====== Homework 3 ======

<note important>
For the third homework, the maximum number of uploads is limited to 5. A detailed explanation of this step is on its [[./start|own page]].
</note>


==== SVM classifier training ====

One of the most popular classifiers is [[https://en.wikipedia.org/wiki/Support-vector_machine|SVM]] (support vector machine). Let us have $n$ observations $\mathbf x_1,\dots,\mathbf x_n\in\mathbb R^d$. For simplicity, let's assume that this is a binary classification with labels $y_1,\dots,y_n\in\{-1,1\}$, and that the bias is already embedded in the data. SVM searches for a linear separating hyperplane $\mathbf w^\top \mathbf x$ by introducing an auxiliary variable $\xi_i\ge 0$ for each observation $i$ that measures the misclassification rate. It achieves this using a condition
$$
\xi_i \ge 1 - y_i\mathbf w^\top \mathbf x_i.
$$
Since we will want to minimize $\xi_i$, we will reach its minimum value for $y_i\mathbf w^\top \mathbf x_i\ge 1$. Thus, for the label $y_i=1$ we want the condition $\mathbf w^\top \mathbf x_i\ge 1$ and similarly for the negative label. This is a stronger condition than the classical $\mathbf w^\top \mathbf x_i\ge 0$. In other words, SVM tries to achieve a certain distance of well-classified observations from the separating hyperplane, which adds robustness.

The entire optimization problem can then be written as
\begin{align*}
\operatorname*{minimize}_{w,\xi}\qquad &C\sum_{i=1}^n\xi_i + \frac12||\mathbf w||^2 \\
\text{under conditions}\qquad &\xi_i \ge 1 - y_i\mathbf w^\top \mathbf x_i, \\
&\xi_i\ge 0.
\end{align*}
The regularization $\frac12||\mathbf w||^2$ and the regularization constant $C>0$ appeared in the objective function. Although this problem can be solved in this formulation, it is converted to a dual formulation by default
\begin{align*}
\operatorname*{maximize}_{z}\qquad &-\frac12\mathbf z^\top Q\mathbf z + \sum_{i=1}^nz_i \\
\text{under conditions}\qquad &0\le z_i\le C,
\end{align*}
where the matrix $Q$ has elements $q_{ij}=y_iy_j\mathbf x_i^\top \mathbf x_j$. There is a connection between the primal and dual problems. First, their optimal values coincide. Second, when we solve the dual problem, the solution of the primal problem is obtained by $\mathbf w=\sum_{i=1}^ny_iz_i\mathbf x_i$.

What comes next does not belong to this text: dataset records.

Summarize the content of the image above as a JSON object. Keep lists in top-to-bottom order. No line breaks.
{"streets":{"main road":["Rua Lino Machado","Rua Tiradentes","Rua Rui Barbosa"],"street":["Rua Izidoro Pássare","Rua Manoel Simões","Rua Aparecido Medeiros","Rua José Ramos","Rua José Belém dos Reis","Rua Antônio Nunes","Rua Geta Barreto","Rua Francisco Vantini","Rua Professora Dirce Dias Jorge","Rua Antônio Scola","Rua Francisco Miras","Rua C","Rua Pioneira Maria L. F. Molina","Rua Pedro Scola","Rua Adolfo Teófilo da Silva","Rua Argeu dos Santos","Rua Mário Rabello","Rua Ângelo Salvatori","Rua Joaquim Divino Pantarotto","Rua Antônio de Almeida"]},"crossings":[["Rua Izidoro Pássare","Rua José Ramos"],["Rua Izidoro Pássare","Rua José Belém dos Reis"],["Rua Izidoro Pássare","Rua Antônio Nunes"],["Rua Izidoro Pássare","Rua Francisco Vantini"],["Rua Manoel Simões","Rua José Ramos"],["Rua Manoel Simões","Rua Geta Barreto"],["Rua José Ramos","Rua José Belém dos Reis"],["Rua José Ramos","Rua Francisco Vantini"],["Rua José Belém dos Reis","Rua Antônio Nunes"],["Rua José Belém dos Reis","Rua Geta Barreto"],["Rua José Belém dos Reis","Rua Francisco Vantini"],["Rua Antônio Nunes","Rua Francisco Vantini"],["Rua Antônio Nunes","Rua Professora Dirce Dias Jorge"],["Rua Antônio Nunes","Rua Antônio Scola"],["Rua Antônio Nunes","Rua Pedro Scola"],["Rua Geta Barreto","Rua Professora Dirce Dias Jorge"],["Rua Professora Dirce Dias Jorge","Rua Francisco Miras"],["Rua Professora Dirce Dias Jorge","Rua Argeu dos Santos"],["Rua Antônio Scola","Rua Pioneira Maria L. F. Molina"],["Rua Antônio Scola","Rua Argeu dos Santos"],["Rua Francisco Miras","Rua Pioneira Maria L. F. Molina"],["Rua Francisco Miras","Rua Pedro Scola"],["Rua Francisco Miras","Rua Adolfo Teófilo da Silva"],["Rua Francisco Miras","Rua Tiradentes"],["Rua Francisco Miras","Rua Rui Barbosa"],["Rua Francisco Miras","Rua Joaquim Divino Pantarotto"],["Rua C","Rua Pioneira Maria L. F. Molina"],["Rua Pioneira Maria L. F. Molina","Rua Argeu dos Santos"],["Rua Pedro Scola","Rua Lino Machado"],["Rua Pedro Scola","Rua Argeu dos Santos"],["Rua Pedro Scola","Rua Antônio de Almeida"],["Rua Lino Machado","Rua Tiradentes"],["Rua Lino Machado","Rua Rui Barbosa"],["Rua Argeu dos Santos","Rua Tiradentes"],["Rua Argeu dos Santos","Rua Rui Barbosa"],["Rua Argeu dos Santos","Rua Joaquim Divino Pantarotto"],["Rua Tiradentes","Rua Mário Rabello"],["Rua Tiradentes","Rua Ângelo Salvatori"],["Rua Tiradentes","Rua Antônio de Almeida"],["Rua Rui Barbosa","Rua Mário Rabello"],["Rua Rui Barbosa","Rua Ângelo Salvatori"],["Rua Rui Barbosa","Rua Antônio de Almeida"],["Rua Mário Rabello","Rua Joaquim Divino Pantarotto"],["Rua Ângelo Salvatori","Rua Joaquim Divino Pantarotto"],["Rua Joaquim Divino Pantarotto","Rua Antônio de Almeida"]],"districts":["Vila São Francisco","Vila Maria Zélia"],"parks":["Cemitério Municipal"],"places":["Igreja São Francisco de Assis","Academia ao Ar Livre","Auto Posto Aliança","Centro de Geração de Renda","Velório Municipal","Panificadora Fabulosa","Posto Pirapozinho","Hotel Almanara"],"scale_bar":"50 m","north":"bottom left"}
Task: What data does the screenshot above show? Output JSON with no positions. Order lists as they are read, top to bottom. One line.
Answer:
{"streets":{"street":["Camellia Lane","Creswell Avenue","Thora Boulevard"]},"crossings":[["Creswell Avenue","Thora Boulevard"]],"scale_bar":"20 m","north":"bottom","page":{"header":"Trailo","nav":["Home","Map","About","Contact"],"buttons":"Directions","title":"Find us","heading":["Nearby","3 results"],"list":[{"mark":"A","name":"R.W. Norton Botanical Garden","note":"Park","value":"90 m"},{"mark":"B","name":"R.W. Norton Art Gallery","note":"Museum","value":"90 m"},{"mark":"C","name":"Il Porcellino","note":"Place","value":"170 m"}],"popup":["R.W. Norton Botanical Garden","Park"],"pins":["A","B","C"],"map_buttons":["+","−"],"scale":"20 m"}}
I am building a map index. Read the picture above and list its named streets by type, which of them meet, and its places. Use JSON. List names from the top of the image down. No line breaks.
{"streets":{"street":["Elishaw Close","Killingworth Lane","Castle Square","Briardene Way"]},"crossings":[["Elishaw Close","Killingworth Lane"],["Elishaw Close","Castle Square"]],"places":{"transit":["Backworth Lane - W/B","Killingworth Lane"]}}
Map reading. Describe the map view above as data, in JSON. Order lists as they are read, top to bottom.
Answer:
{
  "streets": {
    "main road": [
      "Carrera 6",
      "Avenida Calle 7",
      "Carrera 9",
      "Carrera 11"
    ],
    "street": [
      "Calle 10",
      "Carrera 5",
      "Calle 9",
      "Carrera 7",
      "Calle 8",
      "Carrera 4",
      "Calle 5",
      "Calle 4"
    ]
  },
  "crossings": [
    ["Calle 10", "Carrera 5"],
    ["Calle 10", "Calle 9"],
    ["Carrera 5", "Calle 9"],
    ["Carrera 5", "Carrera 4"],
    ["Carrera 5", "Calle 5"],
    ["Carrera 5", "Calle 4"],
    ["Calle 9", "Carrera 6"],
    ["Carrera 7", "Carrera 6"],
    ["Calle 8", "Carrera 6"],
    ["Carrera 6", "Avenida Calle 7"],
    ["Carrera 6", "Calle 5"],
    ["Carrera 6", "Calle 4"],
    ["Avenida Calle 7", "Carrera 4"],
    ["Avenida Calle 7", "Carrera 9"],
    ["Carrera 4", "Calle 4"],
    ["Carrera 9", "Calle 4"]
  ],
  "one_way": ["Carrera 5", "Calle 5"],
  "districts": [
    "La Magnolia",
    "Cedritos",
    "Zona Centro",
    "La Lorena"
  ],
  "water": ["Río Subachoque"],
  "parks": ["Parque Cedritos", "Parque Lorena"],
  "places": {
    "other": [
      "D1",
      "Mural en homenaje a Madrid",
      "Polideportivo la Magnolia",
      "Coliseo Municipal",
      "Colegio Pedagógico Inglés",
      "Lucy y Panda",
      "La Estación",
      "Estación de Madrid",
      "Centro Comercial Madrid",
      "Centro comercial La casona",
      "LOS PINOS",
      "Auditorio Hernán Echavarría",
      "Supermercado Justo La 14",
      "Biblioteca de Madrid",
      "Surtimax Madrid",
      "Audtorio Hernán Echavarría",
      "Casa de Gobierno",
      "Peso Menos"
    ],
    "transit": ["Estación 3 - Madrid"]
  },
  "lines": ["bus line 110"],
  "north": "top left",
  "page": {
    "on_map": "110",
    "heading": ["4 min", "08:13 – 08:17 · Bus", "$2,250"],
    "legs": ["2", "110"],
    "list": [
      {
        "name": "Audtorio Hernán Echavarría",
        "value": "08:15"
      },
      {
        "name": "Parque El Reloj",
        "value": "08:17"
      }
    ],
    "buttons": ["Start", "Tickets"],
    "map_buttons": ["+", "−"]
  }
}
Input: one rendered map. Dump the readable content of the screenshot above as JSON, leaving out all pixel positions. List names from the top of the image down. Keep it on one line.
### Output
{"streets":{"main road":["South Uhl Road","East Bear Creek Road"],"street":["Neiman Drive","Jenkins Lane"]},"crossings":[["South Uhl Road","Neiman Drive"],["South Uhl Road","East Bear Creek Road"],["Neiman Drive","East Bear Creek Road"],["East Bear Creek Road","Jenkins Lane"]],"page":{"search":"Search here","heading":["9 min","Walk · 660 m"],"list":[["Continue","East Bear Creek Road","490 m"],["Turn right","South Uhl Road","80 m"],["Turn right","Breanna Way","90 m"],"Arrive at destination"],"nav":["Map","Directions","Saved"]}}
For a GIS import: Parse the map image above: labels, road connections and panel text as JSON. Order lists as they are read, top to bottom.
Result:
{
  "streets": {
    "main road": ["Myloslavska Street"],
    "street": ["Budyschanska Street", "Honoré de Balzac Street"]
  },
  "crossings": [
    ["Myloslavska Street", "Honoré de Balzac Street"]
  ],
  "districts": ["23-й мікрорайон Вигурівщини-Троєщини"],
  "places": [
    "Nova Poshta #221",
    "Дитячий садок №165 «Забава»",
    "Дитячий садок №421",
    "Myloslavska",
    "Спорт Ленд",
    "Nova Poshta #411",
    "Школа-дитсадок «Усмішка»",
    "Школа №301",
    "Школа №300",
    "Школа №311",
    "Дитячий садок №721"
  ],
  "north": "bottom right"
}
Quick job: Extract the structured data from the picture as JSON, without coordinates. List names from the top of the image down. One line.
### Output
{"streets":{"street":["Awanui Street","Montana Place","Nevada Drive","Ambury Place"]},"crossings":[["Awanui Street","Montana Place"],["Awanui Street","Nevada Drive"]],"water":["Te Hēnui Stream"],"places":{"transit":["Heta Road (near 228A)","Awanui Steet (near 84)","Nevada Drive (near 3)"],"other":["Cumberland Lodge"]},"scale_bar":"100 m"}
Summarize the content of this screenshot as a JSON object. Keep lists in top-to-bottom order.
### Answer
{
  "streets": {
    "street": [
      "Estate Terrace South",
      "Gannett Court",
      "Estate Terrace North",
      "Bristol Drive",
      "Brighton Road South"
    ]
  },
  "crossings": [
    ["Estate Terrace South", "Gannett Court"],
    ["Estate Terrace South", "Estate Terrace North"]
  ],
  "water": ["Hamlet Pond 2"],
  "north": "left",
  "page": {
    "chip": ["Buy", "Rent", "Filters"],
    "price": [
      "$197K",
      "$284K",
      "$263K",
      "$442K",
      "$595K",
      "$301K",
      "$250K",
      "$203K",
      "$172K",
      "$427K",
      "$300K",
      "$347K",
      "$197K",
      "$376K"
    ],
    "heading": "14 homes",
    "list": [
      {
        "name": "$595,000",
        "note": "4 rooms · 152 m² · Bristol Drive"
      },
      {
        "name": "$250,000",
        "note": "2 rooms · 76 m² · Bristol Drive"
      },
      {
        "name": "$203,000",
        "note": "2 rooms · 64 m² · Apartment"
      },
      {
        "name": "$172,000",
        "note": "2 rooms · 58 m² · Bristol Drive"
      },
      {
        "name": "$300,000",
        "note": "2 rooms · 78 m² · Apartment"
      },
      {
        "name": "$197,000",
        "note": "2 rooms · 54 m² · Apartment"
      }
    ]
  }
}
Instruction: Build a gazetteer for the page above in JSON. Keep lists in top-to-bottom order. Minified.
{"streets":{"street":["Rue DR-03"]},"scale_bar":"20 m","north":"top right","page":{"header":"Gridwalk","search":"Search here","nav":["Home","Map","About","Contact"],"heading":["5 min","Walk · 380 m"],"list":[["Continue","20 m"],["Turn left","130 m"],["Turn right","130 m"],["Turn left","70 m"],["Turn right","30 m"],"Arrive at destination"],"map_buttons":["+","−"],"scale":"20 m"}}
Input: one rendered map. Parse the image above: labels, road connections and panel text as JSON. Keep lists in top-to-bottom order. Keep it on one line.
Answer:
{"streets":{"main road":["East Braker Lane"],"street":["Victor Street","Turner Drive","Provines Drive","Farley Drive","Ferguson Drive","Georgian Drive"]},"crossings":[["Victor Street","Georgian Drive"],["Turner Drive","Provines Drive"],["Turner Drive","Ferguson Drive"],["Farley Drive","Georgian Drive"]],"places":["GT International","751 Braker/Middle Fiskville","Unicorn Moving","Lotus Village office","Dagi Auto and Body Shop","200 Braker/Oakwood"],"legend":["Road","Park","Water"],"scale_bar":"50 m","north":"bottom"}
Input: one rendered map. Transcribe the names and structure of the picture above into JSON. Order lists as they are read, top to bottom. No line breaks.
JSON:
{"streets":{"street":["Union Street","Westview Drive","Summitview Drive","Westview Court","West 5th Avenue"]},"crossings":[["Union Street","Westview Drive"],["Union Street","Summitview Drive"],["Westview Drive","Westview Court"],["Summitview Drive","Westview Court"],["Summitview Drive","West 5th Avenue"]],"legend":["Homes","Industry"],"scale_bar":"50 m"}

This problem can be solved using the method [[https://en.wikipedia.org/wiki/Coordinate_descent|coordinate descent]]. This method updates only one component of the vector $\mathbf z$ in each iteration. Therefore, in each iteration, we fix some $i$ and we replace the optimization over $\mathbf z$ by the optimization over $\mathbf z+d\mathbf e_i$, where $\mathbf e_i$ is the zero vector with one on component $i$. In each iteration we then solve
\begin{align*}
\operatorname*{maximize}_d\qquad &-\frac12(\mathbf z+d\mathbf e_i)^\top Q(\mathbf z+d\mathbf e_i) + \sum_{i=1}^nz_i + d \\
\text{under conditions}\qquad &0\le z_i + d\le C.
\end{align*}
This optimization problem is simple since $d\in\mathbb R$ and there is a closed-form solution. This procedure is repeated for a given number of epochs, where one epoch performs the above-mentioned iterations for $i=1$, $i=2$ up to $i=n$.

==== Input ====

Implement the functions ''Q = computeQ(X, y)'', ''w = computeW(X, y, z)'', ''z = solve_SVM_dual(Q, C; max_epoch)'' and ''w = solve_SVM (X, y, C; kwargs...)''. This diagram shows both input and output arguments. In more detail, these arguments are:

  * ''X'': matrix of $n\times d$ input data;
  * ''y'': vector of $n$ input labels;
  * ''C'': positive regularization constant;
  * ''w'': vector of the solution of the primal problem $\mathbf w$;
  * ''z'': vector of the solution of the dual problem $\mathbf z$;
  * ''Q'': matrix of the dual problem $Q$.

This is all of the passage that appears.